Your goal ::
Filter the listing below, keeping only the lines with the word "function".

Records supplied ::
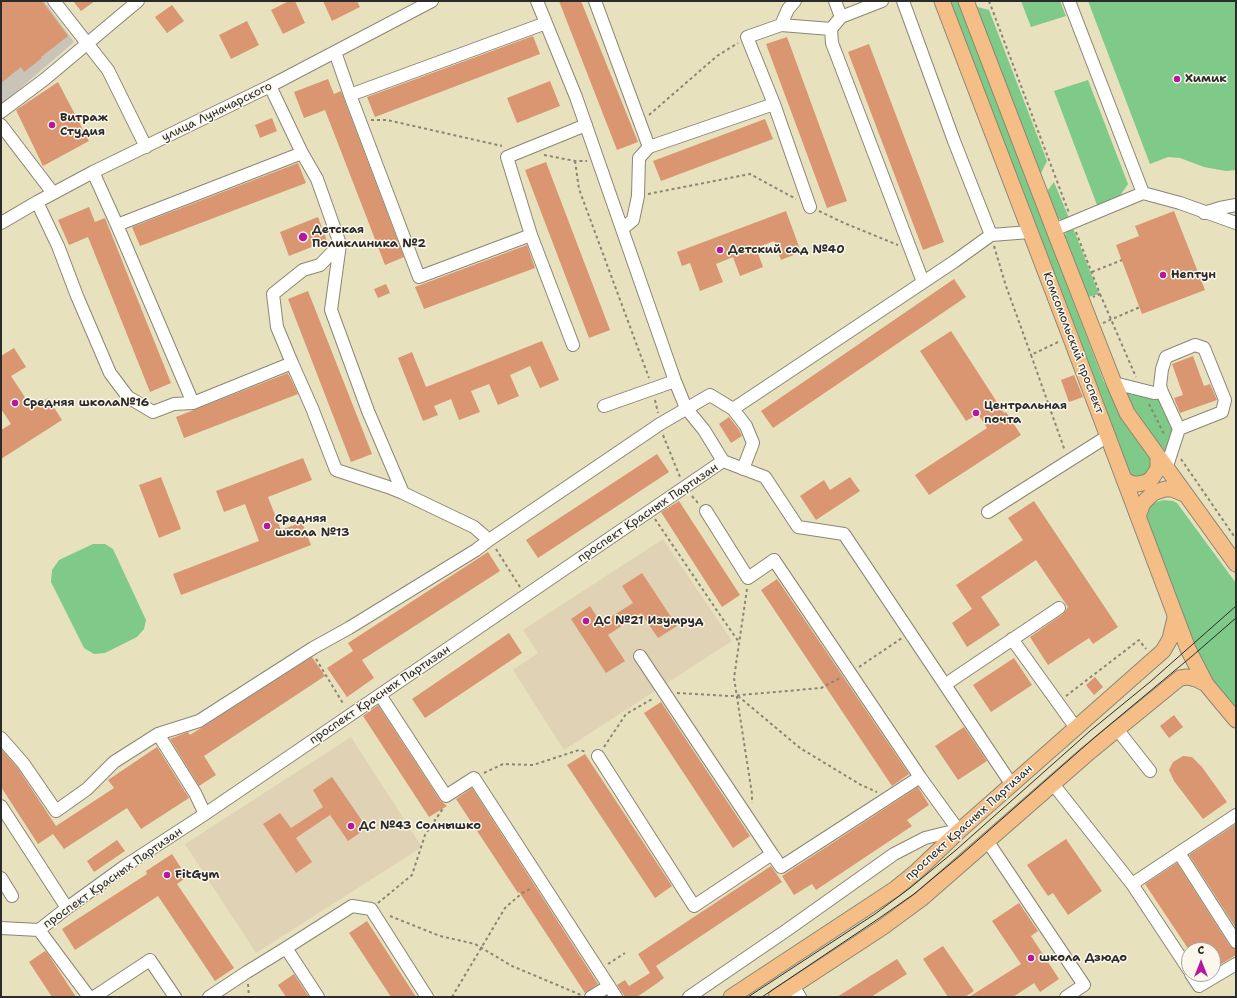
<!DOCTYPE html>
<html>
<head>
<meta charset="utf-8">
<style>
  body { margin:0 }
  #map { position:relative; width:1237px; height:998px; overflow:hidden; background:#e8e1be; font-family:"Shantell Sans",sans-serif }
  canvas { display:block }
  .frame { position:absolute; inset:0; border:2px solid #2b2b2b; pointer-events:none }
  .north { position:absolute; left:1181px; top:942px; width:40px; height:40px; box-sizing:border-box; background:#fbf7ec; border:1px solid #a8a59f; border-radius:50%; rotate:0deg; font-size:11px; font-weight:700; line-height:16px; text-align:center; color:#2b2b2b }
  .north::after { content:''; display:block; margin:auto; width:14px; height:18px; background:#b5179e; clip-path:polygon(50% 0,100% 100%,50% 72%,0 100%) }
</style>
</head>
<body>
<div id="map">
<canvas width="1237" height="998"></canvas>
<div class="frame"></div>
<div class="north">С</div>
</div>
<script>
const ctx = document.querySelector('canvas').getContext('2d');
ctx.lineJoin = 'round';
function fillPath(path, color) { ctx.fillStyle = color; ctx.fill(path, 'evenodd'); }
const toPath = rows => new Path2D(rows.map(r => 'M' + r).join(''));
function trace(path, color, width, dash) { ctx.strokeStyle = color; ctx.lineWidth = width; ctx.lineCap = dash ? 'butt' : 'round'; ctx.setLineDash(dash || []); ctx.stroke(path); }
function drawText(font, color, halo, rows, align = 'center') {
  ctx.font = font + ' "Shantell Sans",sans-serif'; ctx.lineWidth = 3; ctx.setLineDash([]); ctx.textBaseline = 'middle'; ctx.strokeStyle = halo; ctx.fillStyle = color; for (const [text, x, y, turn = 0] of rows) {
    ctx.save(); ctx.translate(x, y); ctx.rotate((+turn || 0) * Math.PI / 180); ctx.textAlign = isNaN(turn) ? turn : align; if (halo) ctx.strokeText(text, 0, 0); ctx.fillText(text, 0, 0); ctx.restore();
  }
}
const built = toPath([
  [663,539,732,641,564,750,513,670,538,653,523,630],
  [351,737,422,847,256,953,185,844]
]);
const industrial = toPath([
  [1,1,44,1,74,42,1,105]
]);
const green = toPath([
  [947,1,959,1,1104,382,1126,423,1154,462,1149,477,1128,476],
  [1021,1,1060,1,1066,16,1031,27],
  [1088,1,1236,1,1236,170,1226,171,1204,167,1180,158,1168,157,1150,164],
  [974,6,989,10,1047,161,1039,177],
  [1088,80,1128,184,1119,197,1097,205,1054,91],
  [1054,182,1069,218,1063,220,1056,218,1046,197,1048,190],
  [1073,228,1099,294,1085,298,1063,239,1067,231],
  [1114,383,1162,392,1179,429,1166,469],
  [1164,500,1173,501,1177,503,1236,583,1236,712,1209,676,1188,636,1148,523,1146,514,1150,506,1156,502],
  [93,544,105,544,113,549,146,620,144,629,137,637,105,653,94,654,84,648,51,582,52,570,59,560]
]);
const building = toPath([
  [1,1,42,1,68,36,41,57,42,58,24,72,21,67,1,83],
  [73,1,95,1,81,11],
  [289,1,295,1,305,23,283,34,271,10],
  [323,1,357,1,360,7,332,21],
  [559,1,581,1,638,142,617,150],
  [172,5,184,21,167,33,155,17],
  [247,21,259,45,231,59,219,35],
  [533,36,540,54,375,117,367,97],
  [787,37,847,201,827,208,766,44],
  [869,44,944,242,923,250,848,52],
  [328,79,334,94,341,91,404,257,385,265,325,110,304,118,294,92],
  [550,81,560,106,517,123,507,98],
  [58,82,89,141,43,166,16,110],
  [272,118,277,131,260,138,255,125],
  [765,119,773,139,661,181,653,161],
  [546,162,610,330,589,338,525,170],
  [298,163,306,183,140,246,132,227],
  [89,207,95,222,105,218,171,383,150,392,88,237,69,245,58,220],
  [786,211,801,252,781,260,774,241,756,248,763,267,740,276,733,257,716,264,723,282,700,291,690,263,682,266,677,252],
  [1174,211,1205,290,1142,314,1116,245,1139,236,1135,226],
  [318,217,327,241,289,256,280,232],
  [527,245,535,268,424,309,415,287],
  [954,279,966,297,773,428,761,411],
  [386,284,390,293,378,298,374,289],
  [308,291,372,454,351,462,288,299],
  [951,331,1004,413,1006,412,1021,435,929,495,915,475,987,428,978,414,966,421,920,351],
  [542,341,559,380,540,388,530,366,510,375,519,396,498,405,489,384,471,391,480,412,459,420,451,399,434,406,438,415,423,421,398,358,412,352,426,387],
  [14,348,26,367,11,376,32,408,48,398,62,420,1,459,1,430,11,424,1,409,1,356],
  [1193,356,1204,386,1210,384,1217,400,1180,413,1174,398,1183,395,1172,364],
  [288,373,298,394,184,438,176,417],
  [1074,375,1083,397,1069,402,1061,380],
  [729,417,739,430,742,436,731,443,719,424],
  [657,454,669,472,538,558,526,540],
  [303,458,312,480,268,497,281,530,302,522,311,545,181,595,173,574,259,541,245,504,224,512,216,491],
  [161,477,181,529,159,538,139,485],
  [850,477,860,491,816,520,800,496,824,480,830,490],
  [679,501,740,595,722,607,661,512],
  [1034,501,1118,627,1093,644,1089,638,1048,665,1030,637,1063,614,1068,607,1036,560,981,597,1000,625,967,647,952,623,972,609,956,585,1023,540,1008,518],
  [488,552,500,571,362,660,374,678,347,697,327,668,353,651,348,643],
  [642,573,677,626,658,638,641,613,608,635,625,661,606,673,571,619,590,606,601,623,633,603,622,586],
  [777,579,909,774,892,786,761,590],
  [509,633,522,653,425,718,412,699],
  [312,657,325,676,204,756,216,775,199,786,170,739,175,737,188,732,190,735],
  [1014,658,1032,685,991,712,973,685],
  [1095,677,1103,687,1094,695,1086,685],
  [661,702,750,836,733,848,644,713],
  [378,705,440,800,447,806,429,817,363,716],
  [1174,715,1183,727,1169,738,1160,726],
  [964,727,987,761,958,780,935,746],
  [157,747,189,798,141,829,127,808,64,849,53,834,38,844,1,787,1,749,17,767,56,826,114,788,108,780],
  [585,754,672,886,655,898,567,765],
  [1183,756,1192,757,1202,767,1227,802,1203,819,1174,781,1169,770,1173,762],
  [332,777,367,828,348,841,330,815,296,838,312,862,296,873,263,824,280,813,291,828,323,807,313,790],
  [918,787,929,805,907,820,912,826,816,890,812,884,794,895,782,876],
  [472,788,598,984,585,993,519,892,518,893,456,799],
  [1236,824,1236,928,1189,855],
  [1066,839,1102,891,1068,915,1053,893,1048,896,1027,865],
  [117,840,125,851,94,872,87,861],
  [172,854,187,877,177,884,234,968,215,981,158,896,75,950,62,929,147,874,146,871],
  [1177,863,1230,946,1236,949,1236,955,1213,969,1213,950,1189,950,1145,884],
  [771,866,782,882,656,966,664,978,656,984,637,997,625,997,617,985,625,980,629,986,650,973,638,954],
  [1019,903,1038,931,1031,936,1059,979,1040,992,1034,983,1013,997,969,997,1021,964,992,921],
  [367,921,416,997,391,997,349,933],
  [943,946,974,991,965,997,948,997,923,959],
  [45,951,48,954,76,997,52,997,29,962],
  [897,959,907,974,871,997,837,997],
  [294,974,309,997,286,997,278,985]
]);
const path = toPath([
  [989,1,1069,213],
  [649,115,717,56,738,43],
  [371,120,387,120,502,146],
  [544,155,575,161,587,161],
  [575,161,579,189,649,378],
  [648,194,750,174,796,199],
  [819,211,844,223,898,245],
  [1076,232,1100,294,1093,297],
  [994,246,1006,286,1031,355],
  [1092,272,1122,260],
  [1100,294,1136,377],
  [1103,323,1140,307],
  [1058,342,1031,355,1065,451],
  [655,400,658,413],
  [1149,404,1165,436],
  [663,435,680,477],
  [1181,459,1236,539],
  [692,496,698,503],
  [655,519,722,618,739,642],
  [496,549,520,587],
  [747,589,734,678,752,794,752,803],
  [316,659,344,705],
  [859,667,902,638],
  [677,693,730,696,821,688,840,678],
  [738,696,800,748,861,785,877,792],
  [1066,696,1139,640,1146,649],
  [604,747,626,714,654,698],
  [484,773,503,764,533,765,579,750,587,752],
  [378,903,412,875,425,835,444,807],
  [390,916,440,936,475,944,512,966,581,995],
  [608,964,625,953],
  [248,984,249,997],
  [452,997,505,908,522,893,532,888]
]);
const minor = toPath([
  [54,1,108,70,146,147],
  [537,1,576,97,675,381,686,408,704,430,723,461,765,477,798,527,844,534,1012,785],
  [595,1,649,147],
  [835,1,841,17,882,1],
  [903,1,954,141,991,235,1030,232],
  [1069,1,1143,193],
  [841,17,831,29,832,43,923,282],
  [781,25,788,9,795,1],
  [335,52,350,95,419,277,531,235],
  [270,86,302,153,317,179,340,244,331,310,368,411,403,493],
  [350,95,546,23],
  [774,104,810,207],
  [1,112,45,79,138,1],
  [1,125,53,193],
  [93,172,117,225,193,403,292,363,312,408,336,470,388,487,403,493,474,527,489,540],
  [37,202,58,246,77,296,110,373,128,397,153,412,174,404,193,403],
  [1204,213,1220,208,1236,205],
  [1,223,37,202,93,172,270,86,432,1],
  [117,225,302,153],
  [622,229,633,220,638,196,639,158,649,147,774,104,747,37,781,25,831,29],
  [1054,230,1143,193,1180,203,1236,223],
  [573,345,531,235,507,157,586,125],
  [292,363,277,327,273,294,303,270,320,265,340,244],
  [1114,383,1154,393,1162,392,1179,429,1166,469],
  [1162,392,1160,386,1162,369,1166,357,1195,345,1204,348,1225,400,1222,412,1179,429],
  [604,406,675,381],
  [733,409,955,261,991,235],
  [706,511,748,578,774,560,920,777],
  [988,512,1108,436],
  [1012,639,1076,728],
  [946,684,1059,608],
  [380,695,446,796,474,778,616,997],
  [1117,729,1150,771],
  [158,734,195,793,205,814],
  [1,738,23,763,56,811,87,789,114,762,158,734,199,721,313,648,349,628,476,550,489,540,660,424,710,395,733,409,746,426,753,443,743,469],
  [598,756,694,906,772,854,640,656],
  [1053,784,1132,884,1189,970],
  [1,806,67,908],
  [988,842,1084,985,1066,997],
  [1179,853,1236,942],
  [772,854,781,867,920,777,959,831],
  [1,878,12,896],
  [1132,884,1236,815],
  [1,928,39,930,89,997],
  [39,930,67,908,125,866,205,814,723,461],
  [286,948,318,997],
  [1191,974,1199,986,1236,964],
  [793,986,800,997],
  [94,997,150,960,175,997],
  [209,997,247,972,286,948,352,906,371,909,427,997],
  [591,997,609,986],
  [689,997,787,930,894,854,925,838,945,833,959,831]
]);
const major = toPath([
  [942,1,1070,336,1188,649,1206,684,1236,720],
  [966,1,1054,230,1114,383,1127,413,1236,564],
  [1124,480,1133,484,1138,484,1147,482,1152,478,1158,469,1158,457],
  [1138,516,1143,503,1153,493,1165,489,1172,489,1184,494],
  [731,997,895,889,917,871,959,831,1163,651,1170,639,1175,618],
  [776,997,883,927,921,899,1087,754,1180,678,1187,677,1196,679,1206,684]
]);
const tram = toPath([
  [748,997,875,914,910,888,956,850,1090,731,1150,682,1236,606],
  [762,997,878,919,914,894,961,855,1095,737,1191,657,1236,618]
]);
const markers = [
  [1177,79,4,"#b5179e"],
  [52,125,4,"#b5179e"],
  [303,237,5,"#b5179e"],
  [720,250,4,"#b5179e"],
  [1163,275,4,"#b5179e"],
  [15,403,4,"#b5179e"],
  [976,413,4,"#b5179e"],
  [267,526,4,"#b5179e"],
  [586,621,4,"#b5179e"],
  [351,826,4,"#b5179e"],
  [167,875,4,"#b5179e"],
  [1031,958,4,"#b5179e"]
];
const poiNames = [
  ["Химик",1185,79],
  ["Витраж",60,118],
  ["Студия",60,132],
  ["Детская",312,230],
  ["Поликлиника №2",312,244],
  ["Детский сад №40",728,250],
  ["Нептун",1171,275],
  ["Средняя школа№16",23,403],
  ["Центральная",984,406],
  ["почта",984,420],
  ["Средняя",275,519],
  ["школа №13",275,533],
  ["ДС №21 Изумруд",594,621],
  ["ДС №43 Солнышко",359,826],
  ["FitGym",175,875],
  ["школа Дзюдо",1039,958]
];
const streetNames = [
  ["улица Луначарского",217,112,-26],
  ["Комсомольский проспект",1073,343,69],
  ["проспект Красных Партизан",648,513,-34],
  ["проспект Красных Партизан",380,695,-34],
  ["проспект Красных Партизан",969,823,-42],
  ["проспект Красных Партизан",113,878,-35]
];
fillPath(built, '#e0d2b4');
fillPath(industrial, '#c9c3b8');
fillPath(green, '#7fca88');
fillPath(building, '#d99670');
trace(minor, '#8a8674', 14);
trace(major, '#8a8674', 17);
trace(path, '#8a8674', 2, [3, 3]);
trace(minor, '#fff', 12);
trace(major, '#f6be87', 15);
trace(tram, '#2b2b2b', 1);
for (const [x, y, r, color] of markers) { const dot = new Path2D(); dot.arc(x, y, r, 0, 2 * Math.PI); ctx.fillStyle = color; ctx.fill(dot); trace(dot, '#fbf7ec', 1.5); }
drawText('bold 12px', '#2b2b2b', '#fbf7ec', poiNames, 'left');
drawText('12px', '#2b2b2b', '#fbf7ec', streetNames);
</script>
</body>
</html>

Task response ::
function fillPath(path, color) { ctx.fillStyle = color; ctx.fill(path, 'evenodd'); }
function trace(path, color, width, dash) { ctx.strokeStyle = color; ctx.lineWidth = width; ctx.lineCap = dash ? 'butt' : 'round'; ctx.setLineDash(dash || []); ctx.stroke(path); }
function drawText(font, color, halo, rows, align = 'center') {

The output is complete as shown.